Corpo de Bombeiros encerra buscas por vítimas de naufrágio

Após mais de 72 horas, o Corpo de Bombeiros do Amapá encerrou na terça-feira (15) as buscas às vítimas do naufrágio do barco Capitão Reis 1, que afundou no Rio Amazonas, próximo a Macapá, no último sábado (12). Dezoito pessoas morreram no acidente e já foram identificadas, segundo os Bombeiros e o Sindicato dos Servidores Públicos Federais Civis no Estado do Amapá (Sindsep), que usava a embarcação.

Segundo o depoimento de testemunhas, a embarcação tombou e começou a afundar rapidamente quando retornava à cidade de Santana, a cerca de 20 quilômetros da capital, após participar da procissão fluvial do Círio de Nazaré. A bordo estavam diretores e funcionários do Sindsep, além de seus parentes e amigos. De acordo com o secretário-geral do sindicato, Hedoelson Uchôa, testemunhos de passageiros sugerem que o barco pode ter virado após ser atingido por uma marola.

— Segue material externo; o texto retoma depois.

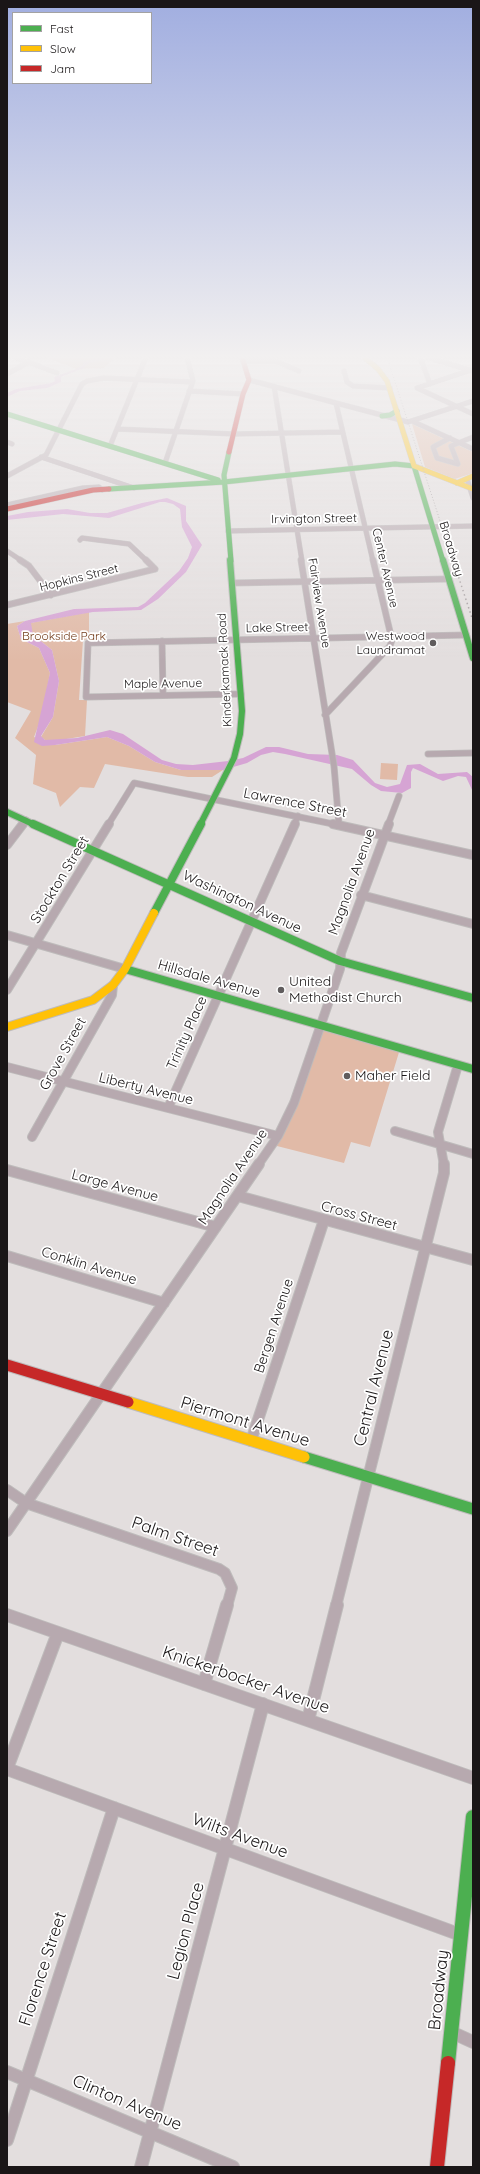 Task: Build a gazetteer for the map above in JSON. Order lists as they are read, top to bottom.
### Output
{
  "streets": {
    "street": [
      "Irvington Street",
      "Broadway",
      "Center Avenue",
      "Hopkins Street",
      "Fairview Avenue",
      "Lake Street",
      "Kinderkamack Road",
      "Maple Avenue",
      "Lawrence Street",
      "Stockton Street",
      "Magnolia Avenue",
      "Washington Avenue",
      "Hillsdale Avenue",
      "Trinity Place",
      "Grove Street",
      "Liberty Avenue",
      "Large Avenue",
      "Cross Street",
      "Conklin Avenue",
      "Bergen Avenue",
      "Central Avenue",
      "Piermont Avenue",
      "Palm Street",
      "Knickerbocker Avenue",
      "Wilts Avenue",
      "Legion Place",
      "Florence Street",
      "Clinton Avenue"
    ]
  },
  "crossings": [
    ["Irvington Street", "Broadway"],
    ["Irvington Street", "Center Avenue"],
    ["Irvington Street", "Fairview Avenue"],
    ["Irvington Street", "Kinderkamack Road"],
    ["Broadway", "Lake Street"],
    ["Broadway", "Wilts Avenue"],
    ["Center Avenue", "Lake Street"],
    ["Fairview Avenue", "Lake Street"],
    ["Fairview Avenue", "Lawrence Street"],
    ["Lake Street", "Kinderkamack Road"],
    ["Lake Street", "Maple Avenue"],
    ["Kinderkamack Road", "Maple Avenue"],
    ["Kinderkamack Road", "Lawrence Street"],
    ["Kinderkamack Road", "Washington Avenue"],
    ["Kinderkamack Road", "Hillsdale Avenue"],
    ["Kinderkamack Road", "Grove Street"],
    ["Lawrence Street", "Stockton Street"],
    ["Lawrence Street", "Magnolia Avenue"],
    ["Lawrence Street", "Trinity Place"],
    ["Stockton Street", "Washington Avenue"],
    ["Stockton Street", "Hillsdale Avenue"],
    ["Magnolia Avenue", "Washington Avenue"],
    ["Magnolia Avenue", "Hillsdale Avenue"],
    ["Magnolia Avenue", "Liberty Avenue"],
    ["Magnolia Avenue", "Large Avenue"],
    ["Magnolia Avenue", "Cross Street"],
    ["Magnolia Avenue", "Conklin Avenue"],
    ["Magnolia Avenue", "Piermont Avenue"],
    ["Magnolia Avenue", "Palm Street"],
    ["Washington Avenue", "Trinity Place"],
    ["Hillsdale Avenue", "Trinity Place"],
    ["Hillsdale Avenue", "Central Avenue"],
    ["Trinity Place", "Liberty Avenue"],
    ["Grove Street", "Liberty Avenue"],
    ["Cross Street", "Bergen Avenue"],
    ["Cross Street", "Central Avenue"],
    ["Bergen Avenue", "Piermont Avenue"],
    ["Central Avenue", "Piermont Avenue"],
    ["Central Avenue", "Knickerbocker Avenue"],
    ["Palm Street", "Knickerbocker Avenue"],
    ["Knickerbocker Avenue", "Legion Place"],
    ["Wilts Avenue", "Legion Place"],
    ["Wilts Avenue", "Florence Street"],
    ["Legion Place", "Clinton Avenue"],
    ["Florence Street", "Clinton Avenue"]
  ],
  "parks": ["Brookside Park"],
  "places": ["Westwood Laundramat", "United Methodist Church", "Maher Field"],
  "legend": ["Fast", "Slow", "Jam"]
}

Entre os 18 mortos, há três diretores e dois funcionários do sindicato; o comandante do barco, Reginaldo Reis Nobre, 51 anos; a presidenta da Central Única dos Trabalhadores (CUT) no Amapá, Odete Gomes Figueiredo; e parentes e amigos de diretores e funcionários convidados para o passeio. Segundo o secretário-geral, não há mais desaparecidos entre as pessoas que estavam no barco.

A Capitania dos Portos instaurou inquérito administrativo para apurar as causas do acidente. A previsão é que a apuração seja concluída dentro de 90 dias. Já a Delegacia Geral de Polícia do Amapá instaurou inquérito para apurar as responsabilidades pelo naufrágio. Uma das hipóteses para o acidente é que houvesse gente demais a bordo.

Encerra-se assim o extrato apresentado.